TASK DIRECTIONS
Write out all the material verbatim, line by line.

::::

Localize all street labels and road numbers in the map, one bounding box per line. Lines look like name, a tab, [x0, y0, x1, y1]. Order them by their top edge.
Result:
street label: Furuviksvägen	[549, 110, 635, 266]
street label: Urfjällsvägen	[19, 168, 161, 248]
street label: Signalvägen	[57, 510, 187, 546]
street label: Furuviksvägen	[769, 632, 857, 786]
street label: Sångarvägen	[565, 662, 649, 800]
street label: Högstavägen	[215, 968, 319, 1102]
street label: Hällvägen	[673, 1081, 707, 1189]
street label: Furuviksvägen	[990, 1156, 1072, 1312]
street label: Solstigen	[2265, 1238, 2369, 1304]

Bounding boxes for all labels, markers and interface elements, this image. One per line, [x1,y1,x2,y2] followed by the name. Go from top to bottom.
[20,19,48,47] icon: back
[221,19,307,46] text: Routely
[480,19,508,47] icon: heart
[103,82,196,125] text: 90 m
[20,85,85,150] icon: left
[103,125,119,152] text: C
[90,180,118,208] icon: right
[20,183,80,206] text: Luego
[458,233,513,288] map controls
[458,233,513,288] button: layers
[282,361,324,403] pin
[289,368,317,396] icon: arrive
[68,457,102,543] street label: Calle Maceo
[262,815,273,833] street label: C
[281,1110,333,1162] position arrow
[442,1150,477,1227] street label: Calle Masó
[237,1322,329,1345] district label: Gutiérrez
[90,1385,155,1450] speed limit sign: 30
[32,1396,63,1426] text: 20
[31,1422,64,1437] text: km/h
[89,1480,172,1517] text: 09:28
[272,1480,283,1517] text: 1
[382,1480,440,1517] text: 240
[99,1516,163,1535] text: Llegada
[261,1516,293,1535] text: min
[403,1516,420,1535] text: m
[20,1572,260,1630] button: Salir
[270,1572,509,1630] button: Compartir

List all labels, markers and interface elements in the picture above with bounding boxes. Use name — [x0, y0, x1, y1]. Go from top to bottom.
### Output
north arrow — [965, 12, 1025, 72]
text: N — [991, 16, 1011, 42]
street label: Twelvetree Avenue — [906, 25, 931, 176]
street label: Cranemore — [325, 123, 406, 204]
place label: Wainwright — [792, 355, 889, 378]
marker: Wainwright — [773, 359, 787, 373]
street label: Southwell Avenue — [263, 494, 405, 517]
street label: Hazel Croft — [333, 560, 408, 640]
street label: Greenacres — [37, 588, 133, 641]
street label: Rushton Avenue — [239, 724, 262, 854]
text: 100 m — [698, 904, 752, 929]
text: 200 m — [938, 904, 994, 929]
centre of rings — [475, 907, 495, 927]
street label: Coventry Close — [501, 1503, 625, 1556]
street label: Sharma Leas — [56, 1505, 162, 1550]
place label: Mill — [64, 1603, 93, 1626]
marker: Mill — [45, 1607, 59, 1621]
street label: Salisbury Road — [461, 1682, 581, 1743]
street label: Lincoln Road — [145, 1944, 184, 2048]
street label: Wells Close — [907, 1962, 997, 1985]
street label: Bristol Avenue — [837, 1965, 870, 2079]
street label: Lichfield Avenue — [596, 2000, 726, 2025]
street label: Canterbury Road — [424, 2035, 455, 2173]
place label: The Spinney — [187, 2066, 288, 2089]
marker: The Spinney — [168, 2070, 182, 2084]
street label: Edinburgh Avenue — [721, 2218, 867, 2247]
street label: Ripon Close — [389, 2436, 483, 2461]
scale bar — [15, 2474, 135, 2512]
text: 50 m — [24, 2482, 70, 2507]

::::

WRITTEN SOLUTION
Localize all street labels and road numbers in the map, one bounding box per line. Lines look like name, a tab, [x0, y0, x1, y1]. Order them by their top edge.
Result:
street label: Furuviksvägen	[549, 110, 635, 266]
street label: Urfjällsvägen	[19, 168, 161, 248]
street label: Signalvägen	[57, 510, 187, 546]
street label: Furuviksvägen	[769, 632, 857, 786]
street label: Sångarvägen	[565, 662, 649, 800]
street label: Högstavägen	[215, 968, 319, 1102]
street label: Hällvägen	[673, 1081, 707, 1189]
street label: Furuviksvägen	[990, 1156, 1072, 1312]
street label: Solstigen	[2265, 1238, 2369, 1304]

Bounding boxes for all labels, markers and interface elements, this image. One per line, [x1,y1,x2,y2] followed by the name. Go from top to bottom.
[20,19,48,47] icon: back
[221,19,307,46] text: Routely
[480,19,508,47] icon: heart
[103,82,196,125] text: 90 m
[20,85,85,150] icon: left
[103,125,119,152] text: C
[90,180,118,208] icon: right
[20,183,80,206] text: Luego
[458,233,513,288] map controls
[458,233,513,288] button: layers
[282,361,324,403] pin
[289,368,317,396] icon: arrive
[68,457,102,543] street label: Calle Maceo
[262,815,273,833] street label: C
[281,1110,333,1162] position arrow
[442,1150,477,1227] street label: Calle Masó
[237,1322,329,1345] district label: Gutiérrez
[90,1385,155,1450] speed limit sign: 30
[32,1396,63,1426] text: 20
[31,1422,64,1437] text: km/h
[89,1480,172,1517] text: 09:28
[272,1480,283,1517] text: 1
[382,1480,440,1517] text: 240
[99,1516,163,1535] text: Llegada
[261,1516,293,1535] text: min
[403,1516,420,1535] text: m
[20,1572,260,1630] button: Salir
[270,1572,509,1630] button: Compartir

List all labels, markers and interface elements in the picture above with bounding boxes. Use name — [x0, y0, x1, y1]. Go from top to bottom.
### Output
north arrow — [965, 12, 1025, 72]
text: N — [991, 16, 1011, 42]
street label: Twelvetree Avenue — [906, 25, 931, 176]
street label: Cranemore — [325, 123, 406, 204]
place label: Wainwright — [792, 355, 889, 378]
marker: Wainwright — [773, 359, 787, 373]
street label: Southwell Avenue — [263, 494, 405, 517]
street label: Hazel Croft — [333, 560, 408, 640]
street label: Greenacres — [37, 588, 133, 641]
street label: Rushton Avenue — [239, 724, 262, 854]
text: 100 m — [698, 904, 752, 929]
text: 200 m — [938, 904, 994, 929]
centre of rings — [475, 907, 495, 927]
street label: Coventry Close — [501, 1503, 625, 1556]
street label: Sharma Leas — [56, 1505, 162, 1550]
place label: Mill — [64, 1603, 93, 1626]
marker: Mill — [45, 1607, 59, 1621]
street label: Salisbury Road — [461, 1682, 581, 1743]
street label: Lincoln Road — [145, 1944, 184, 2048]
street label: Wells Close — [907, 1962, 997, 1985]
street label: Bristol Avenue — [837, 1965, 870, 2079]
street label: Lichfield Avenue — [596, 2000, 726, 2025]
street label: Canterbury Road — [424, 2035, 455, 2173]
place label: The Spinney — [187, 2066, 288, 2089]
marker: The Spinney — [168, 2070, 182, 2084]
street label: Edinburgh Avenue — [721, 2218, 867, 2247]
street label: Ripon Close — [389, 2436, 483, 2461]
scale bar — [15, 2474, 135, 2512]
text: 50 m — [24, 2482, 70, 2507]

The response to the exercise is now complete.